Ее уложили насильно, оплели ремнями — не пошевелиться. Сверху обернули вторым слоем теста, и стала Беса — что младенец, со всех сторон спеленута.
Полуденницы затянули песню без слов, заголосили, точно по мертвому.
— Что делаете, сестры? — меж воем кричали одни.
— Хлеб печем! — отвечали им другие.
— Пеките, да не перепеките! Лихо изводите, а сестру нам верните!
Голоса крепчали, наполняли собою и баню, и голову Бесы. Лопата под ней пришла в движение, воткнулась в слепящий жар, в удушливую печную утробу. Хотелось открыть глаза — но было страшно смотреть. Меж веками заплясали блиставицы, да не холодным небесным светом — били хлыстами, пульсировали в висках, точно живые змеи. Тьма обняла небесным шатром, и в нем рассыпались уголья-звезды. Не звезды, впомнила Беса, огневые шары.
Беса летела сквозь безраздельный мрак, сквозь вихревое мельтешение огней, и видела, как рядом на колеснице мчится по небу Псоглавый Сварг в окружении дочерей-берегинь и детей-сварожичей. В каждой деснице у берегини сверкала блиставица. Сварожичи дули в свирели. Огненные колеса, усеянные очами, вращались так, что у Бесы поплыла голова. Не стало ни верха, ни низа, ни прошлого, ни настоящего. И слышала не ушами — нутром, — тоскливый плач свирелей, да визги берегинь, да еще колыбельную:
— … У кота ли, у кота
Изголовье высоко.
У дитяти моего
Есть повыше его…
Мчалась небесная кавалькада к высокому терему, где спали в яичных скорлупках боги. Не видно ни лиц, ни тел — только смутные силуэты под матовой пленкой. От каждого тянулись шнуры, по тем шнурам тек серебристо поблескивающий раствор. Спали великие боги, и сны их обретали форму и плоть.

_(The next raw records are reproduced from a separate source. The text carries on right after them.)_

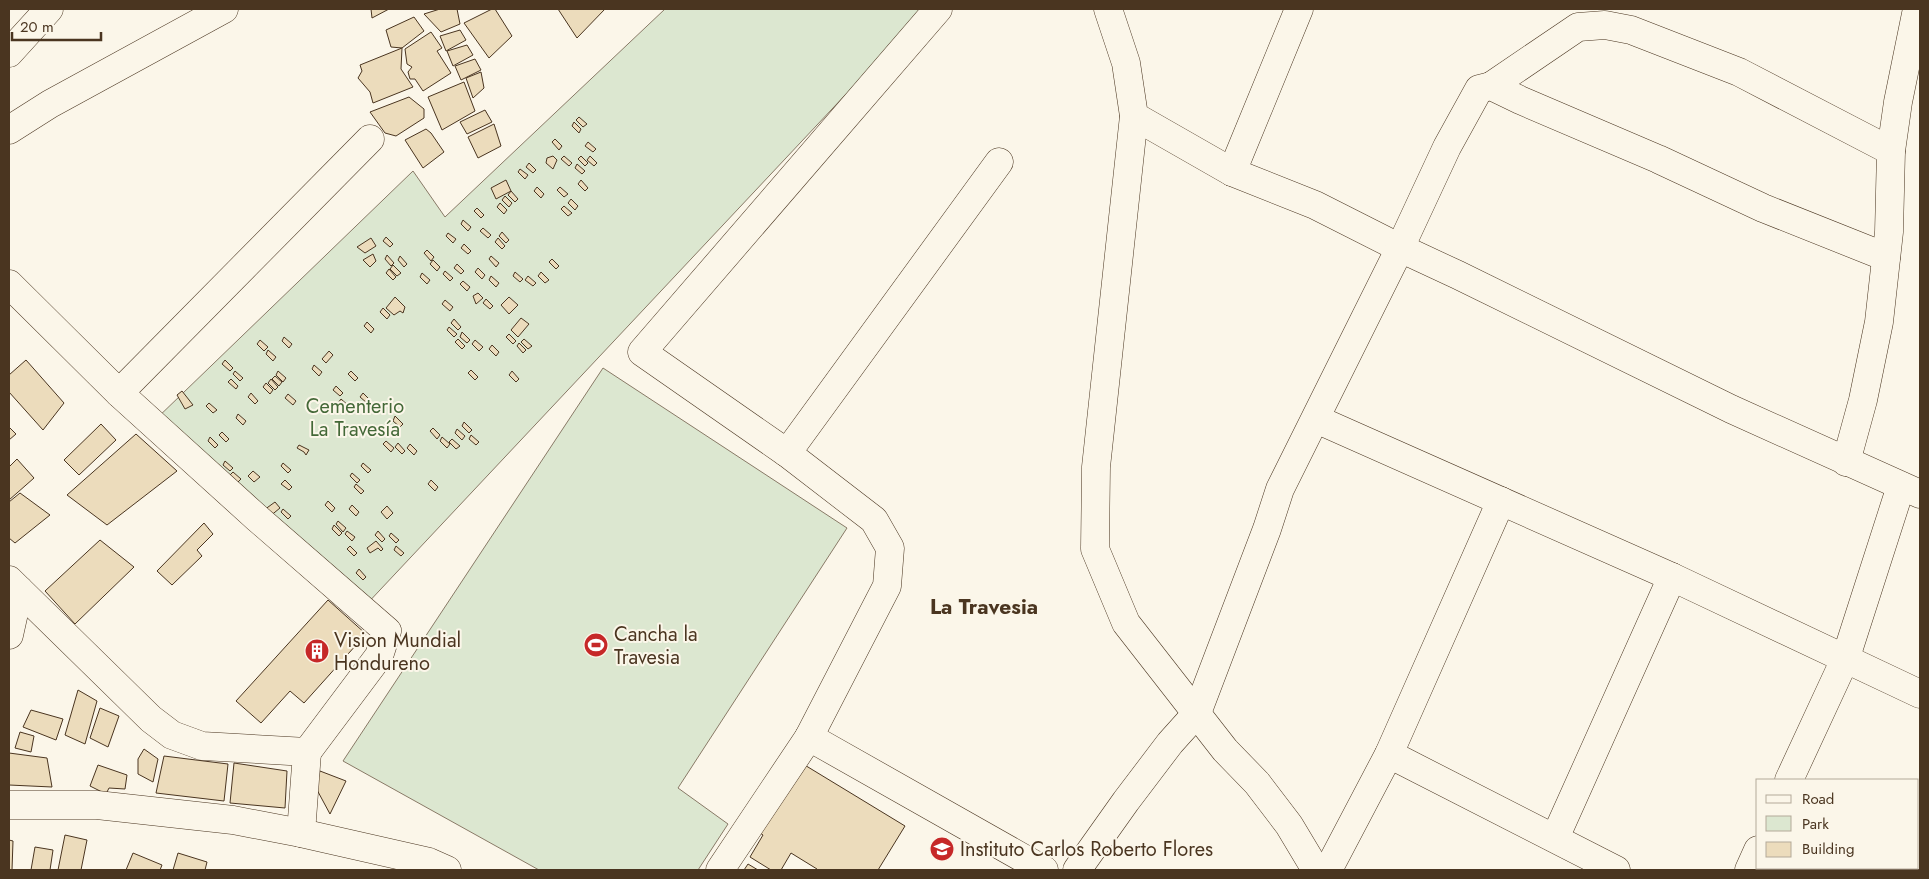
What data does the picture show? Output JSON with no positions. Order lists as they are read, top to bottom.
{
  "districts": ["La Travesia"],
  "parks": ["Cementerio La Travesía"],
  "places": {
    "sports": ["Cancha la Travesia"],
    "building": ["Vision Mundial Hondureno"],
    "school or university": ["Instituto Carlos Roberto Flores"]
  },
  "legend": ["Road", "Park", "Building"],
  "scale_bar": "20 m"
}
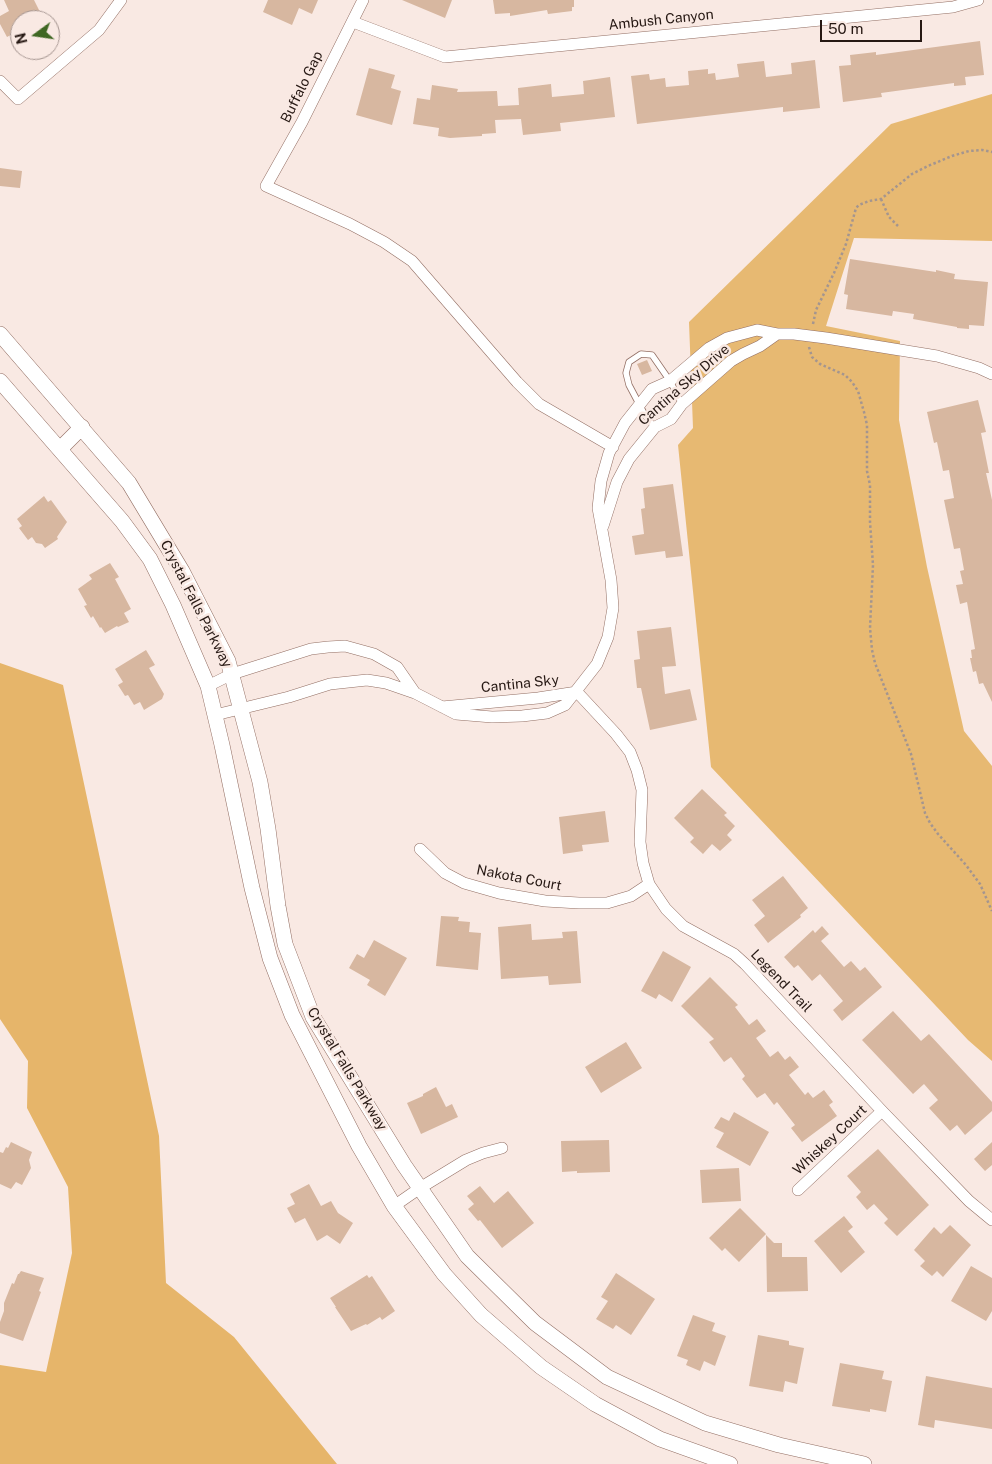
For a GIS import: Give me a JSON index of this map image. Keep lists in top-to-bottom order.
{
  "streets": {
    "street": [
      "Ambush Canyon",
      "Buffalo Gap",
      "Cantina Sky Drive",
      "Crystal Falls Parkway",
      "Cantina Sky",
      "Nakota Court",
      "Legend Trail",
      "Whiskey Court"
    ]
  },
  "crossings": [
    ["Ambush Canyon", "Buffalo Gap"],
    ["Buffalo Gap", "Cantina Sky Drive"],
    ["Cantina Sky Drive", "Cantina Sky"],
    ["Cantina Sky Drive", "Legend Trail"],
    ["Crystal Falls Parkway", "Cantina Sky"],
    ["Cantina Sky", "Legend Trail"],
    ["Nakota Court", "Legend Trail"],
    ["Legend Trail", "Whiskey Court"]
  ],
  "scale_bar": "50 m",
  "north": "left"
}
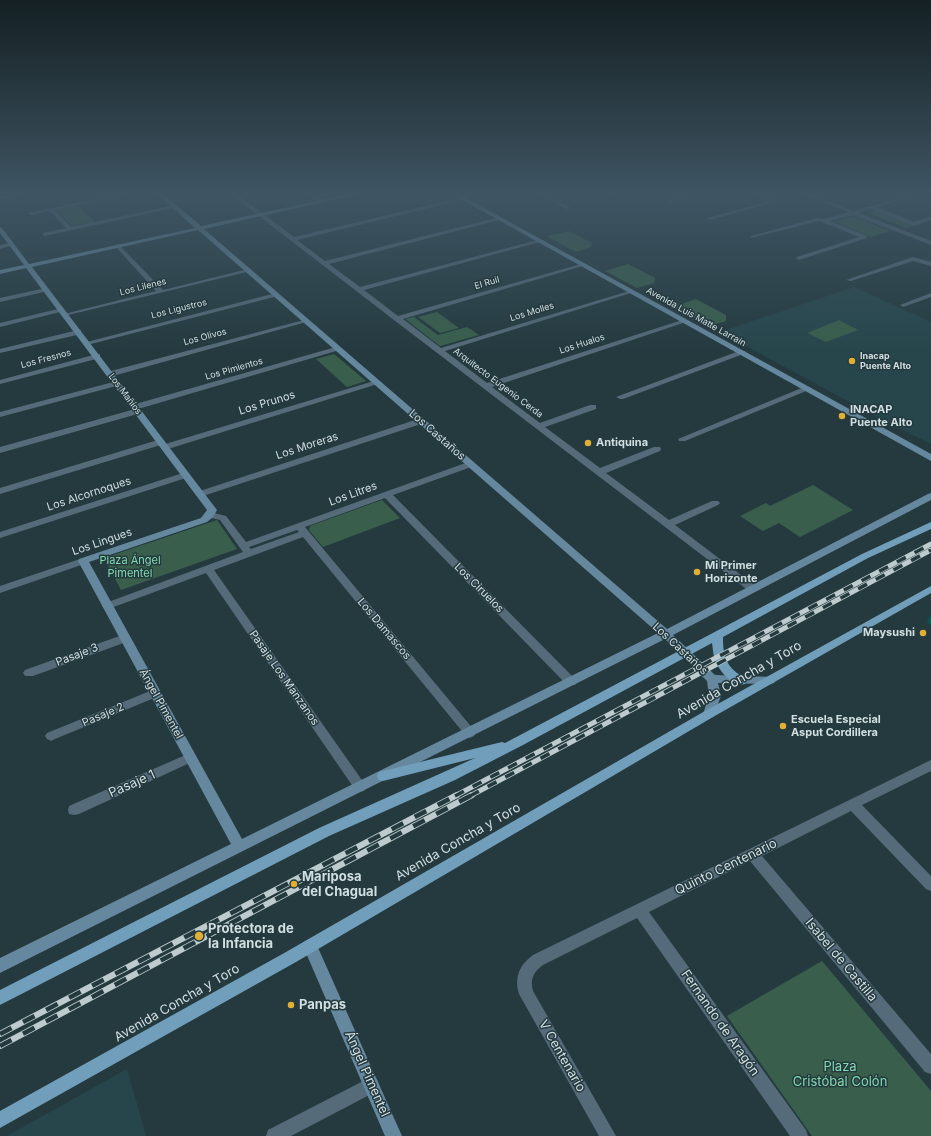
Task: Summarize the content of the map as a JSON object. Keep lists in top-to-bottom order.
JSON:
{
  "streets": {
    "main road": ["Avenida Concha y Toro"],
    "street": [
      "El Ruil",
      "Los Lilenes",
      "Los Ligustros",
      "Los Molles",
      "Avenida Luis Matte Larraín",
      "Los Olivos",
      "Los Hualos",
      "Los Fresnos",
      "Los Pimientos",
      "Arquitecto Eugenio Cerda",
      "Los Mañíos",
      "Los Prunos",
      "Los Castaños",
      "Los Moreras",
      "Los Alcornoques",
      "Los Litres",
      "Los Lingues",
      "Los Ciruelos",
      "Los Damascos",
      "Pasaje 3",
      "Pasaje Los Manzanos",
      "Ángel Pimentel",
      "Pasaje 2",
      "Pasaje 1",
      "Quinto Centenario",
      "Isabel de Castilla",
      "Fernando de Aragón",
      "V Centenario"
    ]
  },
  "crossings": [
    ["El Ruil", "Avenida Luis Matte Larraín"],
    ["El Ruil", "Arquitecto Eugenio Cerda"],
    ["Los Lilenes", "Los Mañíos"],
    ["Los Lilenes", "Los Castaños"],
    ["Los Ligustros", "Los Mañíos"],
    ["Los Ligustros", "Los Castaños"],
    ["Los Molles", "Avenida Luis Matte Larraín"],
    ["Los Molles", "Arquitecto Eugenio Cerda"],
    ["Avenida Luis Matte Larraín", "Los Hualos"],
    ["Los Olivos", "Los Mañíos"],
    ["Los Olivos", "Los Castaños"],
    ["Los Hualos", "Arquitecto Eugenio Cerda"],
    ["Los Fresnos", "Los Mañíos"],
    ["Los Pimientos", "Los Mañíos"],
    ["Los Pimientos", "Los Castaños"],
    ["Los Mañíos", "Los Prunos"],
    ["Los Mañíos", "Los Moreras"],
    ["Los Mañíos", "Los Alcornoques"],
    ["Los Mañíos", "Los Lingues"],
    ["Los Prunos", "Los Castaños"],
    ["Los Castaños", "Los Moreras"],
    ["Los Castaños", "Los Litres"],
    ["Los Castaños", "Avenida Concha y Toro"],
    ["Los Litres", "Los Ciruelos"],
    ["Los Litres", "Los Damascos"],
    ["Los Litres", "Pasaje Los Manzanos"],
    ["Los Litres", "Ángel Pimentel"],
    ["Los Lingues", "Ángel Pimentel"],
    ["Pasaje 3", "Ángel Pimentel"],
    ["Avenida Concha y Toro", "Ángel Pimentel"],
    ["Ángel Pimentel", "Pasaje 2"],
    ["Ángel Pimentel", "Pasaje 1"],
    ["Quinto Centenario", "Isabel de Castilla"],
    ["Quinto Centenario", "Fernando de Aragón"],
    ["Quinto Centenario", "V Centenario"]
  ],
  "parks": ["Plaza Ángel Pimentel", "Plaza Cristóbal Colón"],
  "places": [
    "Inacap Puente Alto",
    "INACAP Puente Alto",
    "Antiquina",
    "Mi Primer Horizonte",
    "Maysushi",
    "Escuela Especial Asput Cordillera",
    "Mariposa del Chagual",
    "Protectora de la Infancia",
    "Panpas"
  ]
}
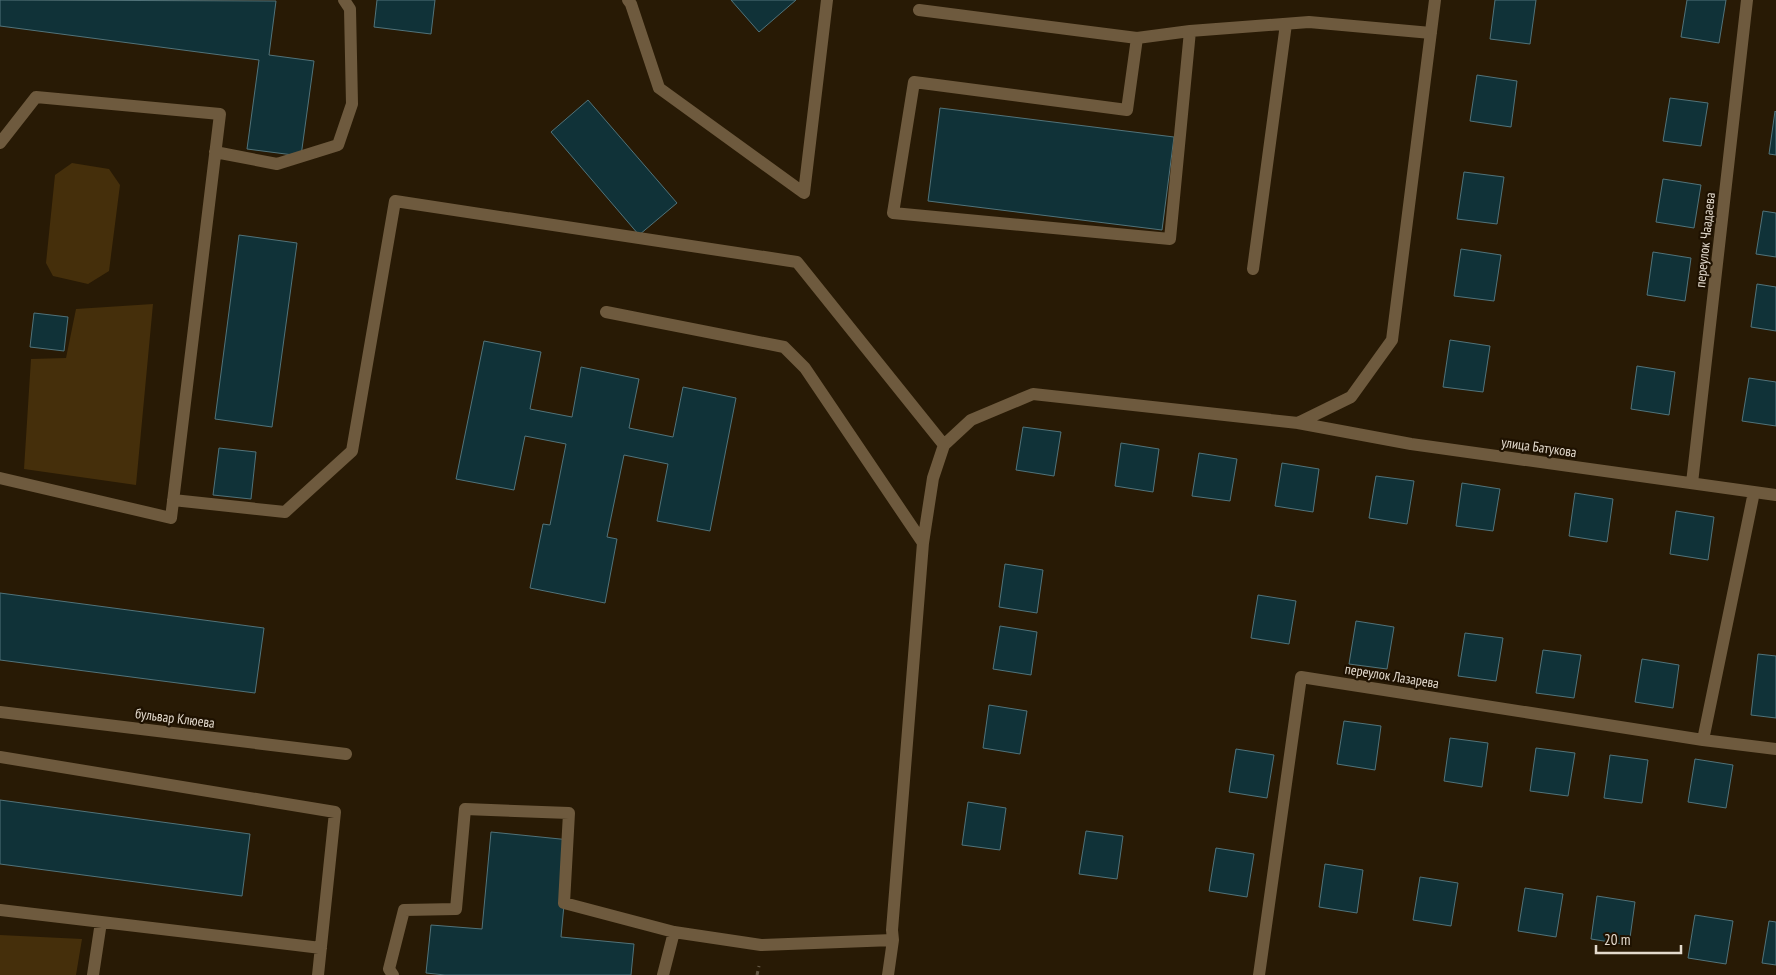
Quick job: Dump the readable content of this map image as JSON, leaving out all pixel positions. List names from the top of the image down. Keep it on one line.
{"streets":{"street":["переулок Чаадаева","улица Батукова","переулок Лазарева","бульвар Клюева"]},"crossings":[["переулок Чаадаева","улица Батукова"]],"scale_bar":"20 m"}
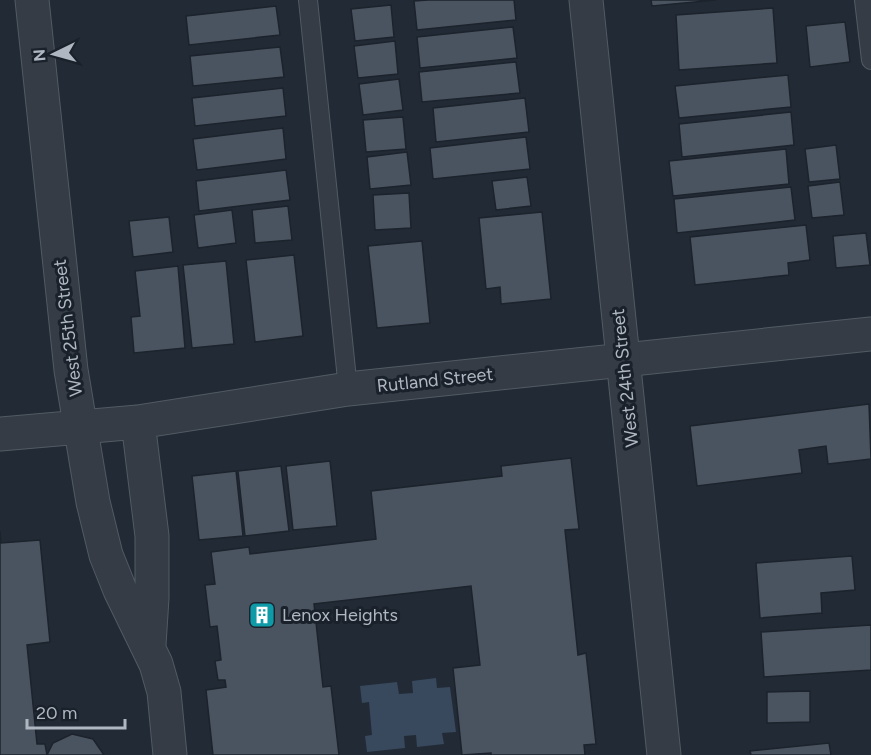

Вот Сварг Тысячеглазый — огненный столб с песьей головой. Вместо шерсти — короста, на коже вздуваются волдыри. Ярость клокочет в нем, неизбывная злоба и ужас оттого, что хочет проснуться — и не может проснуться.
Вот Плодородница-Гаддаш — вздувается болотными пузырями над скорлупками, истекает молоком и болью. В молоке ее — людова соль, в икринках ворочаются людовы младенчики, и соль течет по их пуповинам, застывает кристаллами в их утробе.
Вот Пустоглазая Мехра — отслаивается от скорлупы туманом, туман превращается в саван, копыта выбивают дробный перестук, и там, где она ступает, трескается земля, а дыхание собирается над головою в тучи, и из них, как из разорванной котомки, начинает сыпать мелкий град.
Четвертый же лежит без движения. Сны ему не снятся вовсе, и Беса силится разглядеть лицо, да не может разглядеть, и хочет прикоснуться к яичной скорлупе — да нет у нее рук, чтобы коснуться. Только слышит далекое…
— …готов ли хлеб?
— Готов, да тяжел.
— Ничего! Здорова, сестру донесешь, а тесто псам бросишь.
Свет полоснул по глазам, жар сменился обжигающим холодом.
Выпав на дощатый пол, девушка выплевывала кусочки теста и воду, дышала тяжело, с присвистом. Ее тотчас подхватили под руки, поволокли вон.